(ASSIGNMENT):
Restating the records exactly is the whole task.

(Items listed in a dataset):
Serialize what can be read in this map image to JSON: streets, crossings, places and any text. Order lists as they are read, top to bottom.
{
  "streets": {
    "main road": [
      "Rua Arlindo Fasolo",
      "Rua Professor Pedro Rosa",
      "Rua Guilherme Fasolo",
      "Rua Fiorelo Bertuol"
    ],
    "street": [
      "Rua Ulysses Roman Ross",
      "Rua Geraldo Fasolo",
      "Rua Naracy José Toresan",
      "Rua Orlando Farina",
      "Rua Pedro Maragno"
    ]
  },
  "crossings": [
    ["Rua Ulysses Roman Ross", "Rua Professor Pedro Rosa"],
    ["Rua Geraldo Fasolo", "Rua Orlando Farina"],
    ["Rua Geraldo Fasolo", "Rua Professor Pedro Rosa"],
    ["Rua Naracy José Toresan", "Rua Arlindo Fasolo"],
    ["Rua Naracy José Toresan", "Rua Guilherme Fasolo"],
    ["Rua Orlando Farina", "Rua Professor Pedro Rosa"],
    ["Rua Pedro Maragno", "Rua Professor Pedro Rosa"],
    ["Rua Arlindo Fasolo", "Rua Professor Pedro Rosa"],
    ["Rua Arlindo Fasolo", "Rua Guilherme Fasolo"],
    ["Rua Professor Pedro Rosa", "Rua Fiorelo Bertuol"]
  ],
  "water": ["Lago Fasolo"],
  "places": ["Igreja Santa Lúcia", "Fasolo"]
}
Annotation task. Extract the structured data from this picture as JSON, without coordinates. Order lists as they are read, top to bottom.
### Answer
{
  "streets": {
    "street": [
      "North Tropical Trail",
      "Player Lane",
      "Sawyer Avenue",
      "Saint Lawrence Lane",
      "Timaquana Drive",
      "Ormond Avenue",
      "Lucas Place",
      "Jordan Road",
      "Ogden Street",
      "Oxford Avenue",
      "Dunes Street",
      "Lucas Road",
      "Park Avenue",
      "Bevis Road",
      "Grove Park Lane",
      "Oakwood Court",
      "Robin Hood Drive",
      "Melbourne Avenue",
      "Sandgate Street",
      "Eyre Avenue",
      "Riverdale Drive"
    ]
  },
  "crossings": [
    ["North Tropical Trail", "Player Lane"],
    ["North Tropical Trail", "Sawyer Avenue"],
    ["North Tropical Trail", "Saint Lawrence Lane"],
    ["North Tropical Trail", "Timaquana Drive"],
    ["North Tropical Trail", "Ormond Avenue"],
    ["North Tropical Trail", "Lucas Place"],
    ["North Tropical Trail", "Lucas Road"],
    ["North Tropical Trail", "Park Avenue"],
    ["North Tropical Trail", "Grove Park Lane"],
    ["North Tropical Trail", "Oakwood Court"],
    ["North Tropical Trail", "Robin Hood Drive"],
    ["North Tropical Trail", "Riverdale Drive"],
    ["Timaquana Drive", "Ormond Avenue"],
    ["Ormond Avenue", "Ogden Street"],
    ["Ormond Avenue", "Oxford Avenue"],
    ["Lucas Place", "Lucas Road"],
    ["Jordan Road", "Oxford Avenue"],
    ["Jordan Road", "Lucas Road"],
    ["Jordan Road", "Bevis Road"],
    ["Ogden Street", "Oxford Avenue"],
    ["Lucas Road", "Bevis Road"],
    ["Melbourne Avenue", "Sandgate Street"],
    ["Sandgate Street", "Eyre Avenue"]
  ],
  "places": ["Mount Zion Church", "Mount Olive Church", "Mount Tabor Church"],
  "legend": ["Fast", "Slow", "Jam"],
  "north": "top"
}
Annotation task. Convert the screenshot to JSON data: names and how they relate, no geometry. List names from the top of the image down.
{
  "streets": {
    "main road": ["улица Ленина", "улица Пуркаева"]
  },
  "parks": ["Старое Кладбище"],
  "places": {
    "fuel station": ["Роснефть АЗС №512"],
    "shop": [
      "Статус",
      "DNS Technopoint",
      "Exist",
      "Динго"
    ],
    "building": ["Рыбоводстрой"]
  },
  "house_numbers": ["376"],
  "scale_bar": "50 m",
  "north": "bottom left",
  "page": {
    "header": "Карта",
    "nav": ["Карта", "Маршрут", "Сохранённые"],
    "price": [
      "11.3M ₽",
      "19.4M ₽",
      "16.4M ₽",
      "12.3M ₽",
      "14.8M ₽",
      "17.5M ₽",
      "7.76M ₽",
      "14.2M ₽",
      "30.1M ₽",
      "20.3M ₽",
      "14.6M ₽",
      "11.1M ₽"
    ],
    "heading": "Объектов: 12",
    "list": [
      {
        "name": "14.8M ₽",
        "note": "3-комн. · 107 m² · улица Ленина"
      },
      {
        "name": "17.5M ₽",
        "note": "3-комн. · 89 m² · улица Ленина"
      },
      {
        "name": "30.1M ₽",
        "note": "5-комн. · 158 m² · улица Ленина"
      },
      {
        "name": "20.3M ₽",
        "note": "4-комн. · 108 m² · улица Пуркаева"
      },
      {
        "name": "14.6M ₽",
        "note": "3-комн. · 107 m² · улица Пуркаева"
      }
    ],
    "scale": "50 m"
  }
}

(SOLUTION FOR THIS PROBLEM):
Serialize what can be read in this map image to JSON: streets, crossings, places and any text. Order lists as they are read, top to bottom.
{
  "streets": {
    "main road": [
      "Rua Arlindo Fasolo",
      "Rua Professor Pedro Rosa",
      "Rua Guilherme Fasolo",
      "Rua Fiorelo Bertuol"
    ],
    "street": [
      "Rua Ulysses Roman Ross",
      "Rua Geraldo Fasolo",
      "Rua Naracy José Toresan",
      "Rua Orlando Farina",
      "Rua Pedro Maragno"
    ]
  },
  "crossings": [
    ["Rua Ulysses Roman Ross", "Rua Professor Pedro Rosa"],
    ["Rua Geraldo Fasolo", "Rua Orlando Farina"],
    ["Rua Geraldo Fasolo", "Rua Professor Pedro Rosa"],
    ["Rua Naracy José Toresan", "Rua Arlindo Fasolo"],
    ["Rua Naracy José Toresan", "Rua Guilherme Fasolo"],
    ["Rua Orlando Farina", "Rua Professor Pedro Rosa"],
    ["Rua Pedro Maragno", "Rua Professor Pedro Rosa"],
    ["Rua Arlindo Fasolo", "Rua Professor Pedro Rosa"],
    ["Rua Arlindo Fasolo", "Rua Guilherme Fasolo"],
    ["Rua Professor Pedro Rosa", "Rua Fiorelo Bertuol"]
  ],
  "water": ["Lago Fasolo"],
  "places": ["Igreja Santa Lúcia", "Fasolo"]
}
Annotation task. Extract the structured data from this picture as JSON, without coordinates. Order lists as they are read, top to bottom.
### Answer
{
  "streets": {
    "street": [
      "North Tropical Trail",
      "Player Lane",
      "Sawyer Avenue",
      "Saint Lawrence Lane",
      "Timaquana Drive",
      "Ormond Avenue",
      "Lucas Place",
      "Jordan Road",
      "Ogden Street",
      "Oxford Avenue",
      "Dunes Street",
      "Lucas Road",
      "Park Avenue",
      "Bevis Road",
      "Grove Park Lane",
      "Oakwood Court",
      "Robin Hood Drive",
      "Melbourne Avenue",
      "Sandgate Street",
      "Eyre Avenue",
      "Riverdale Drive"
    ]
  },
  "crossings": [
    ["North Tropical Trail", "Player Lane"],
    ["North Tropical Trail", "Sawyer Avenue"],
    ["North Tropical Trail", "Saint Lawrence Lane"],
    ["North Tropical Trail", "Timaquana Drive"],
    ["North Tropical Trail", "Ormond Avenue"],
    ["North Tropical Trail", "Lucas Place"],
    ["North Tropical Trail", "Lucas Road"],
    ["North Tropical Trail", "Park Avenue"],
    ["North Tropical Trail", "Grove Park Lane"],
    ["North Tropical Trail", "Oakwood Court"],
    ["North Tropical Trail", "Robin Hood Drive"],
    ["North Tropical Trail", "Riverdale Drive"],
    ["Timaquana Drive", "Ormond Avenue"],
    ["Ormond Avenue", "Ogden Street"],
    ["Ormond Avenue", "Oxford Avenue"],
    ["Lucas Place", "Lucas Road"],
    ["Jordan Road", "Oxford Avenue"],
    ["Jordan Road", "Lucas Road"],
    ["Jordan Road", "Bevis Road"],
    ["Ogden Street", "Oxford Avenue"],
    ["Lucas Road", "Bevis Road"],
    ["Melbourne Avenue", "Sandgate Street"],
    ["Sandgate Street", "Eyre Avenue"]
  ],
  "places": ["Mount Zion Church", "Mount Olive Church", "Mount Tabor Church"],
  "legend": ["Fast", "Slow", "Jam"],
  "north": "top"
}
Annotation task. Convert the screenshot to JSON data: names and how they relate, no geometry. List names from the top of the image down.
{
  "streets": {
    "main road": ["улица Ленина", "улица Пуркаева"]
  },
  "parks": ["Старое Кладбище"],
  "places": {
    "fuel station": ["Роснефть АЗС №512"],
    "shop": [
      "Статус",
      "DNS Technopoint",
      "Exist",
      "Динго"
    ],
    "building": ["Рыбоводстрой"]
  },
  "house_numbers": ["376"],
  "scale_bar": "50 m",
  "north": "bottom left",
  "page": {
    "header": "Карта",
    "nav": ["Карта", "Маршрут", "Сохранённые"],
    "price": [
      "11.3M ₽",
      "19.4M ₽",
      "16.4M ₽",
      "12.3M ₽",
      "14.8M ₽",
      "17.5M ₽",
      "7.76M ₽",
      "14.2M ₽",
      "30.1M ₽",
      "20.3M ₽",
      "14.6M ₽",
      "11.1M ₽"
    ],
    "heading": "Объектов: 12",
    "list": [
      {
        "name": "14.8M ₽",
        "note": "3-комн. · 107 m² · улица Ленина"
      },
      {
        "name": "17.5M ₽",
        "note": "3-комн. · 89 m² · улица Ленина"
      },
      {
        "name": "30.1M ₽",
        "note": "5-комн. · 158 m² · улица Ленина"
      },
      {
        "name": "20.3M ₽",
        "note": "4-комн. · 108 m² · улица Пуркаева"
      },
      {
        "name": "14.6M ₽",
        "note": "3-комн. · 107 m² · улица Пуркаева"
      }
    ],
    "scale": "50 m"
  }
}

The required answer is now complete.